--- MATERIAL PROVIDED Enclosed Below ---

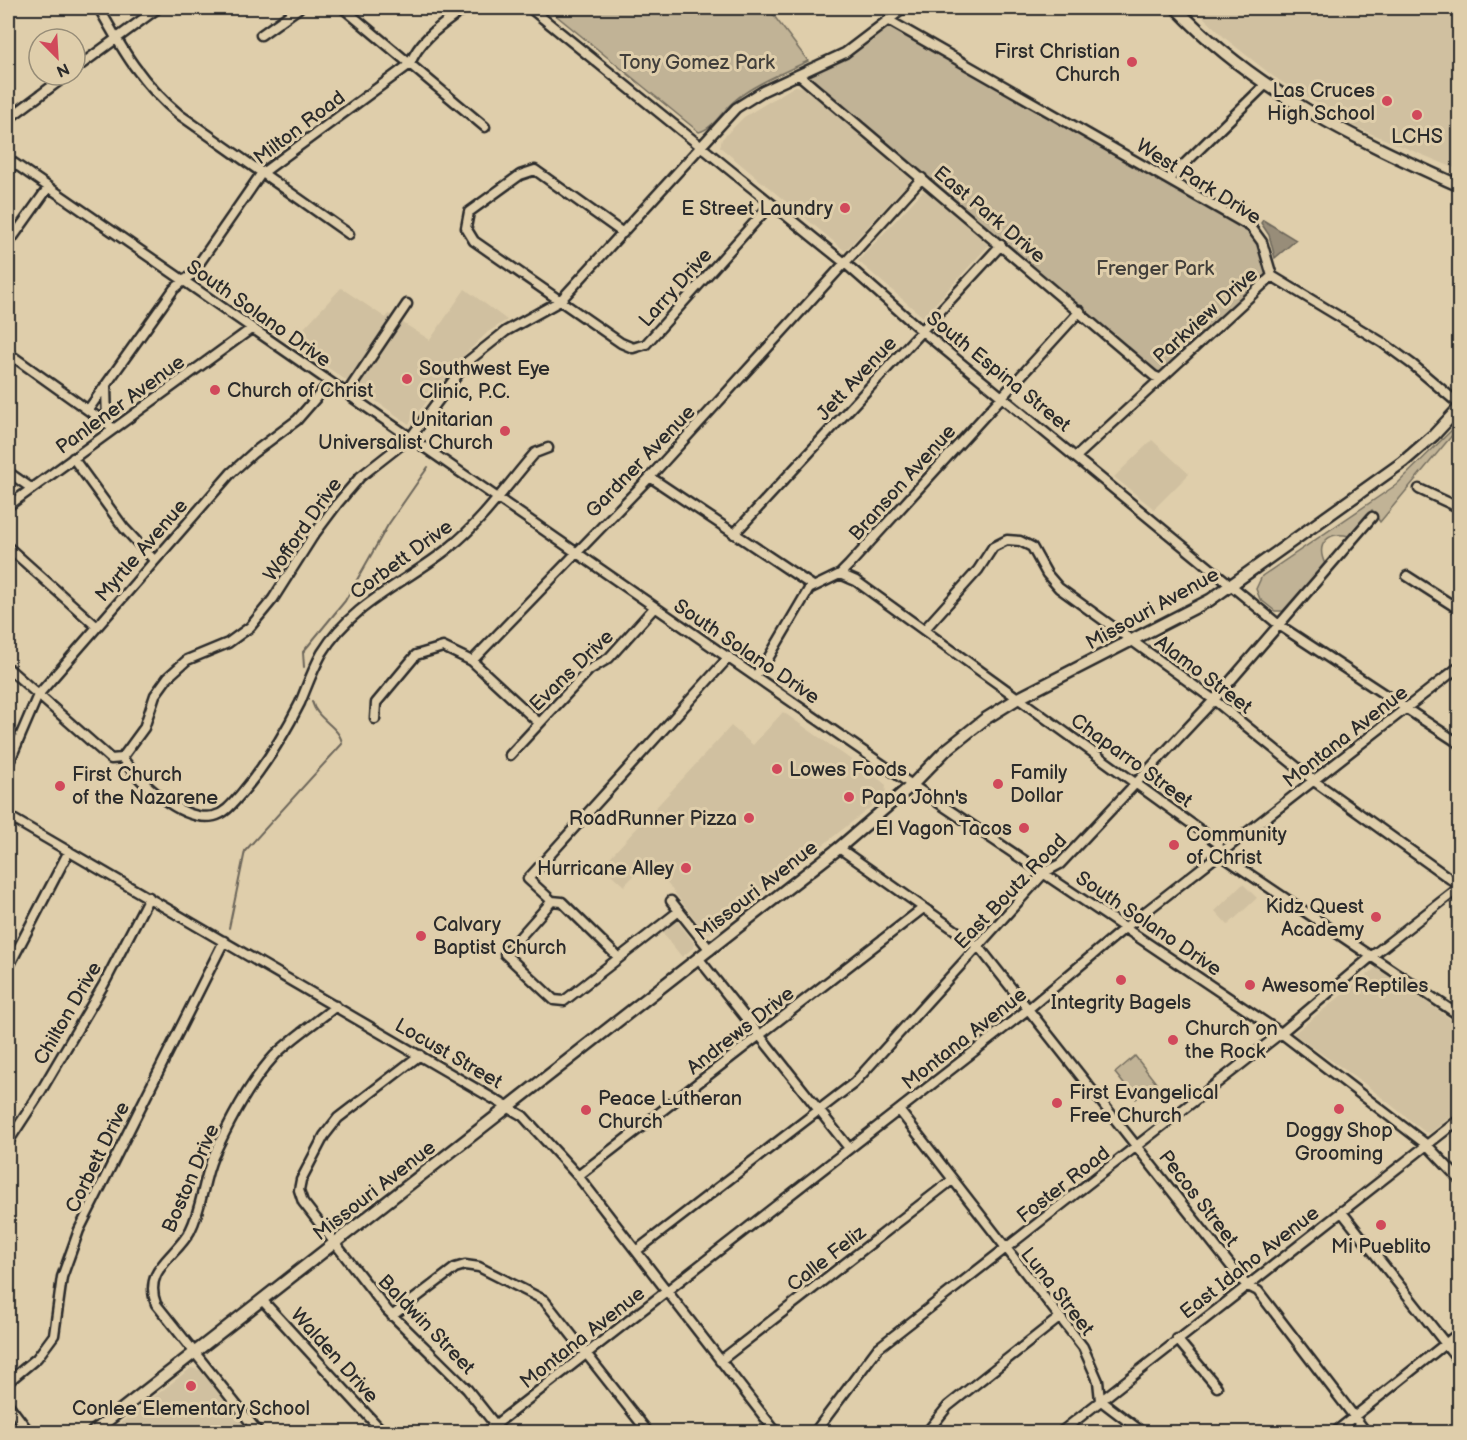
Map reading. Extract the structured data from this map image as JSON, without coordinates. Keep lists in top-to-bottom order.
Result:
{
  "streets": {
    "main road": ["Missouri Avenue"],
    "street": [
      "Milton Road",
      "West Park Drive",
      "East Park Drive",
      "Larry Drive",
      "South Solano Drive",
      "Parkview Drive",
      "South Espina Street",
      "Jett Avenue",
      "Panlener Avenue",
      "Gardner Avenue",
      "Branson Avenue",
      "Wofford Drive",
      "Myrtle Avenue",
      "Corbett Drive",
      "Evans Drive",
      "Alamo Street",
      "Montana Avenue",
      "Chaparro Street",
      "East Boutz Road",
      "Chilton Drive",
      "Andrews Drive",
      "Locust Street",
      "Boston Drive",
      "Foster Road",
      "Pecos Street",
      "Calle Feliz",
      "East Idaho Avenue",
      "Luna Street",
      "Baldwin Street",
      "Walden Drive"
    ]
  },
  "crossings": [
    ["Milton Road", "South Solano Drive"],
    ["West Park Drive", "Parkview Drive"],
    ["West Park Drive", "Wofford Drive"],
    ["East Park Drive", "Parkview Drive"],
    ["East Park Drive", "Jett Avenue"],
    ["East Park Drive", "Gardner Avenue"],
    ["East Park Drive", "Branson Avenue"],
    ["East Park Drive", "Wofford Drive"],
    ["Larry Drive", "South Espina Street"],
    ["Larry Drive", "Wofford Drive"],
    ["South Solano Drive", "Panlener Avenue"],
    ["South Solano Drive", "Gardner Avenue"],
    ["South Solano Drive", "Branson Avenue"],
    ["South Solano Drive", "Wofford Drive"],
    ["South Solano Drive", "Myrtle Avenue"],
    ["South Solano Drive", "Corbett Drive"],
    ["South Solano Drive", "Missouri Avenue"],
    ["South Solano Drive", "Evans Drive"],
    ["South Solano Drive", "Montana Avenue"],
    ["South Solano Drive", "East Boutz Road"],
    ["South Solano Drive", "Foster Road"],
    ["South Solano Drive", "East Idaho Avenue"],
    ["Parkview Drive", "South Espina Street"],
    ["South Espina Street", "Jett Avenue"],
    ["South Espina Street", "Gardner Avenue"],
    ["South Espina Street", "Branson Avenue"],
    ["South Espina Street", "Wofford Drive"],
    ["South Espina Street", "Missouri Avenue"],
    ["South Espina Street", "Montana Avenue"],
    ["South Espina Street", "East Boutz Road"],
    ["Branson Avenue", "Chaparro Street"],
    ["Wofford Drive", "Corbett Drive"],
    ["Corbett Drive", "Locust Street"],
    ["Missouri Avenue", "Alamo Street"],
    ["Missouri Avenue", "Chaparro Street"],
    ["Missouri Avenue", "Locust Street"],
    ["Missouri Avenue", "Boston Drive"],
    ["Missouri Avenue", "Pecos Street"],
    ["Missouri Avenue", "Baldwin Street"],
    ["Missouri Avenue", "Walden Drive"],
    ["Alamo Street", "Montana Avenue"],
    ["Alamo Street", "Chaparro Street"],
    ["Alamo Street", "East Boutz Road"],
    ["Alamo Street", "Foster Road"],
    ["Montana Avenue", "Chaparro Street"],
    ["Montana Avenue", "Locust Street"],
    ["Montana Avenue", "Pecos Street"],
    ["Montana Avenue", "Luna Street"],
    ["Montana Avenue", "Baldwin Street"],
    ["Chaparro Street", "East Boutz Road"],
    ["Chaparro Street", "Foster Road"],
    ["East Boutz Road", "Locust Street"],
    ["East Boutz Road", "Pecos Street"],
    ["Chilton Drive", "Locust Street"],
    ["Andrews Drive", "Locust Street"],
    ["Andrews Drive", "Pecos Street"],
    ["Locust Street", "Boston Drive"],
    ["Locust Street", "Calle Feliz"],
    ["Locust Street", "Baldwin Street"],
    ["Foster Road", "Pecos Street"],
    ["Foster Road", "Luna Street"],
    ["Pecos Street", "East Idaho Avenue"],
    ["Calle Feliz", "Luna Street"],
    ["East Idaho Avenue", "Luna Street"]
  ],
  "parks": ["Tony Gomez Park", "Frenger Park"],
  "places": [
    "First Christian Church",
    "Las Cruces High School",
    "LCHS",
    "E Street Laundry",
    "Southwest Eye Clinic, P.C.",
    "Church of Christ",
    "Unitarian Universalist Church",
    "Lowes Foods",
    "Family Dollar",
    "First Church of the Nazarene",
    "Papa John's",
    "RoadRunner Pizza",
    "El Vagon Tacos",
    "Community of Christ",
    "Hurricane Alley",
    "Kidz Quest Academy",
    "Calvary Baptist Church",
    "Integrity Bagels",
    "Awesome Reptiles",
    "Church on the Rock",
    "First Evangelical Free Church",
    "Doggy Shop Grooming",
    "Peace Lutheran Church",
    "Mi Pueblito",
    "Conlee Elementary School"
  ],
  "north": "bottom right"
}
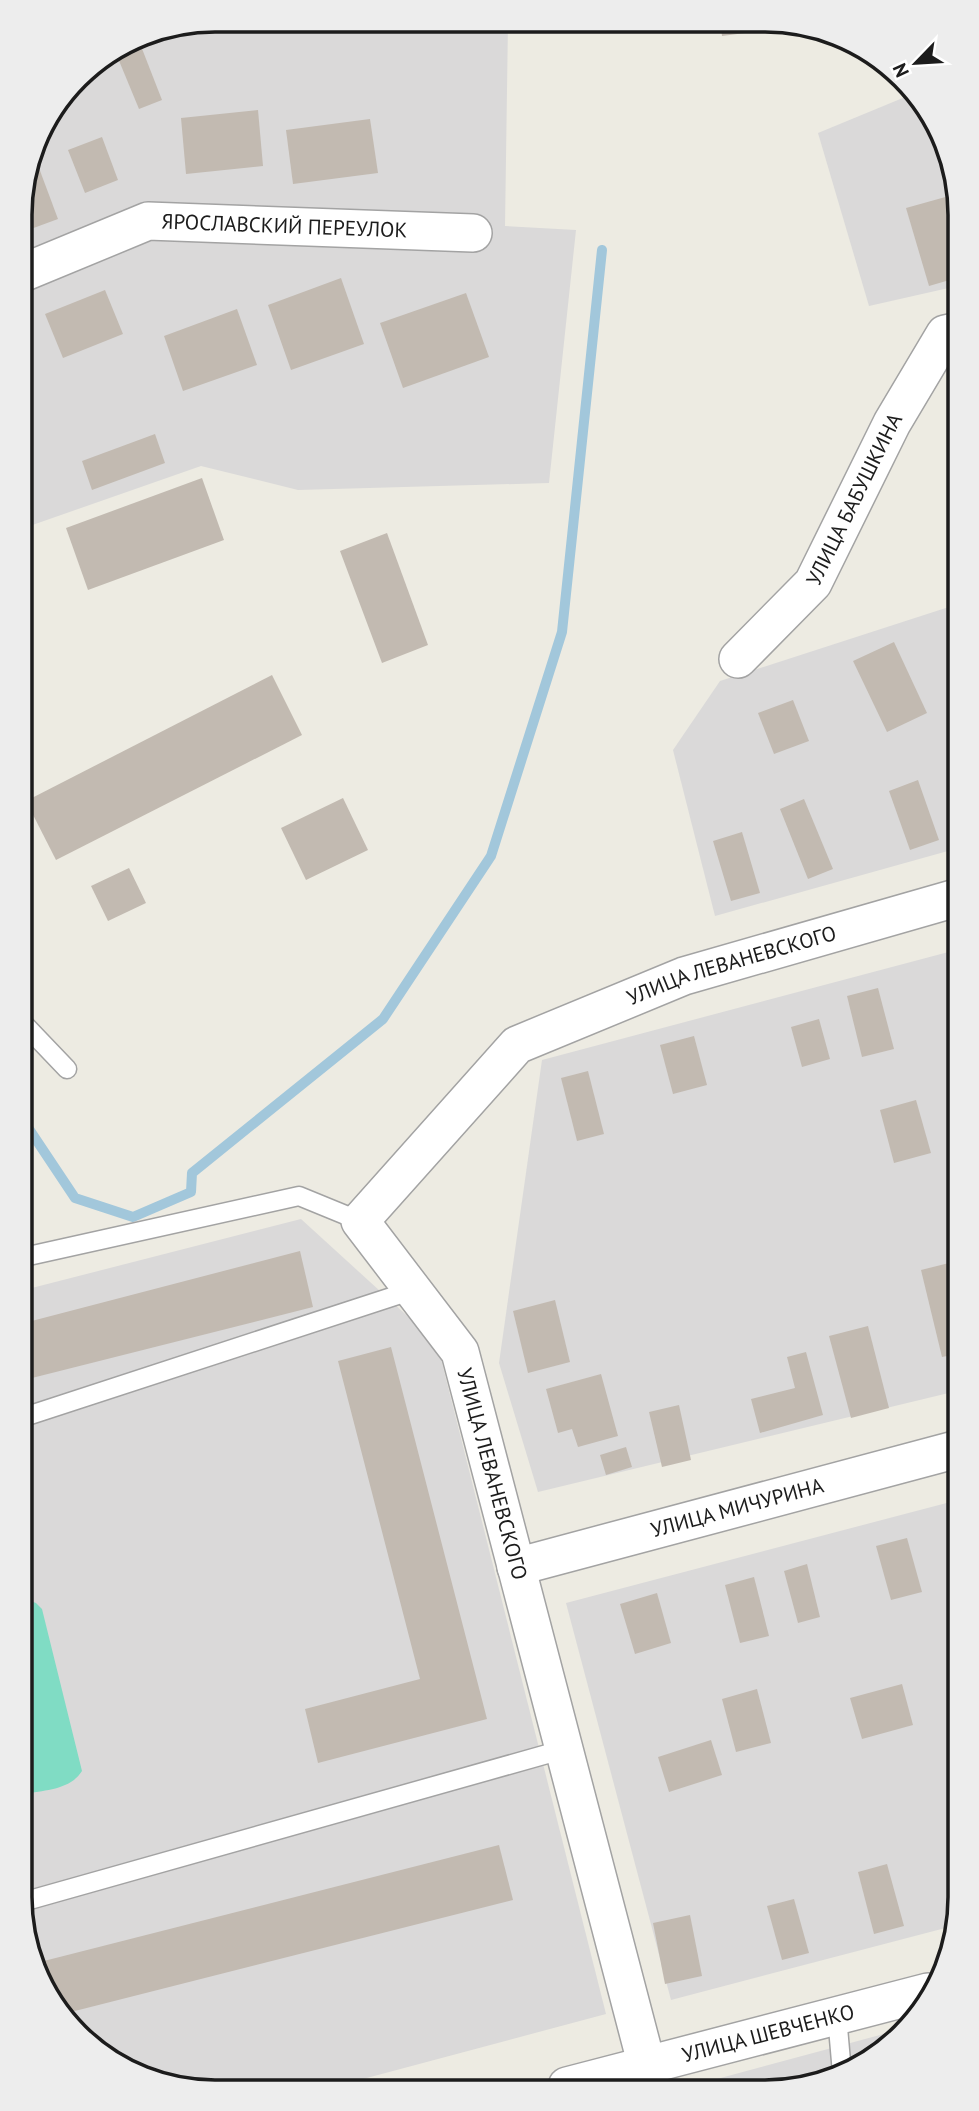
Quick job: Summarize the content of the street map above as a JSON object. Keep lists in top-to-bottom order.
{
  "streets": {
    "street": [
      "ЯРОСЛАВСКИЙ ПЕРЕУЛОК",
      "УЛИЦА БАБУШКИНА",
      "УЛИЦА ЛЕВАНЕВСКОГО",
      "УЛИЦА МИЧУРИНА",
      "УЛИЦА ШЕВЧЕНКО"
    ]
  },
  "crossings": [
    ["УЛИЦА ЛЕВАНЕВСКОГО", "УЛИЦА МИЧУРИНА"],
    ["УЛИЦА ЛЕВАНЕВСКОГО", "УЛИЦА ШЕВЧЕНКО"]
  ],
  "north": "bottom left"
}
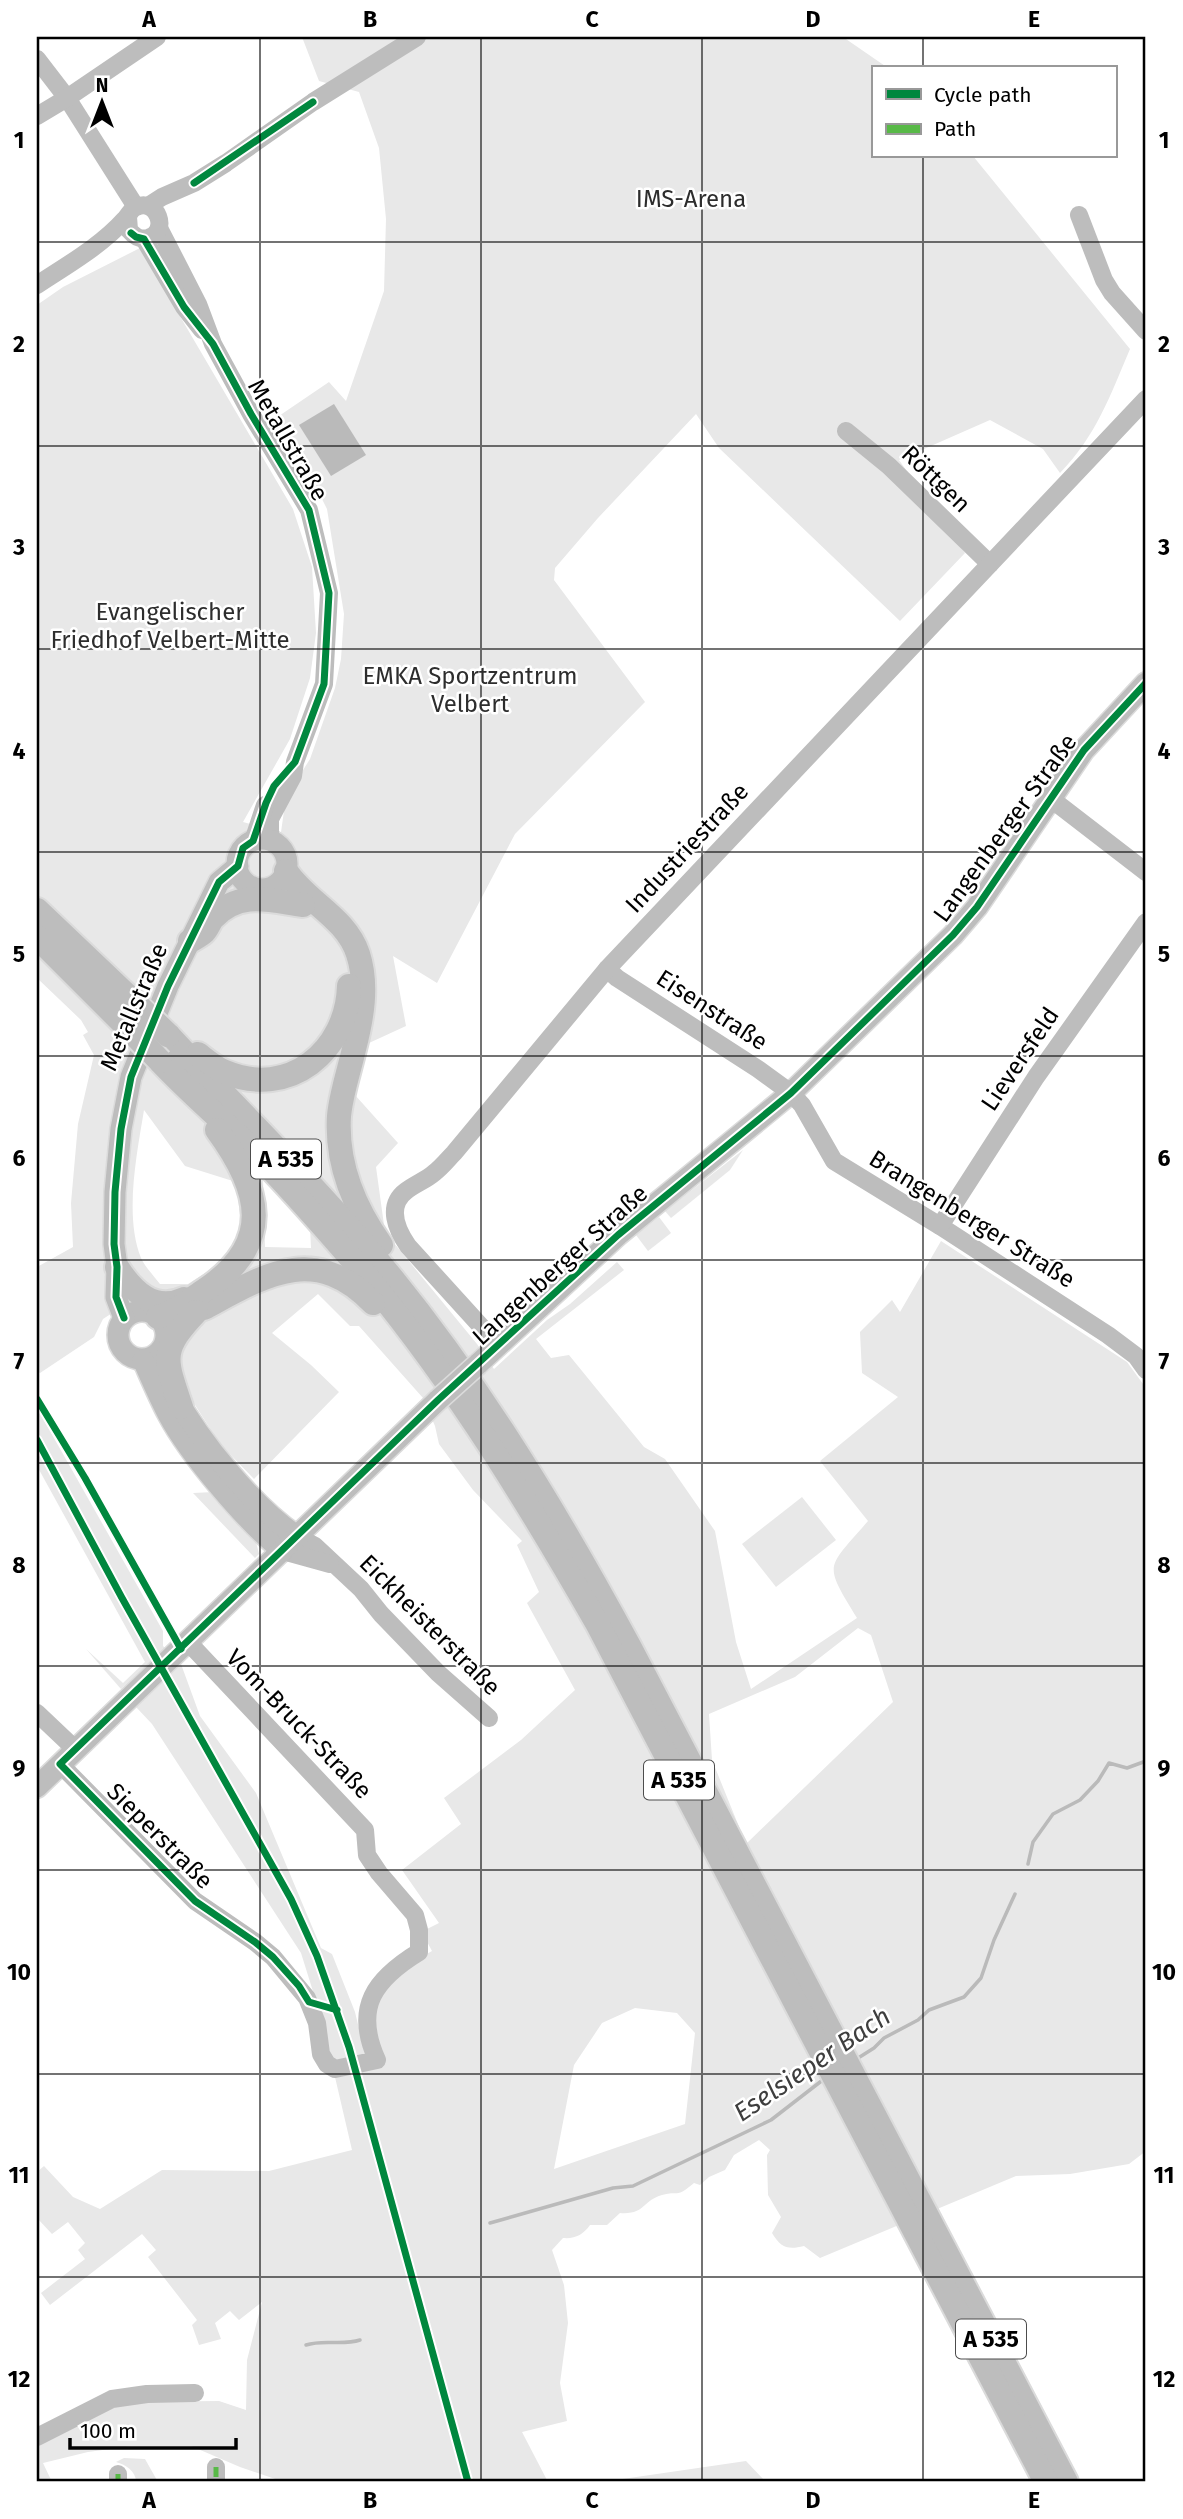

--- End of Enclosed MATERIAL PROVIDED ---

◆ WHAT YOU NEED TO DO
Please go through the data above and copy each line that has the word "Andrews".

◆ ANSWER BELOW
      "Andrews Drive",
    ["Andrews Drive", "Locust Street"],
    ["Andrews Drive", "Pecos Street"],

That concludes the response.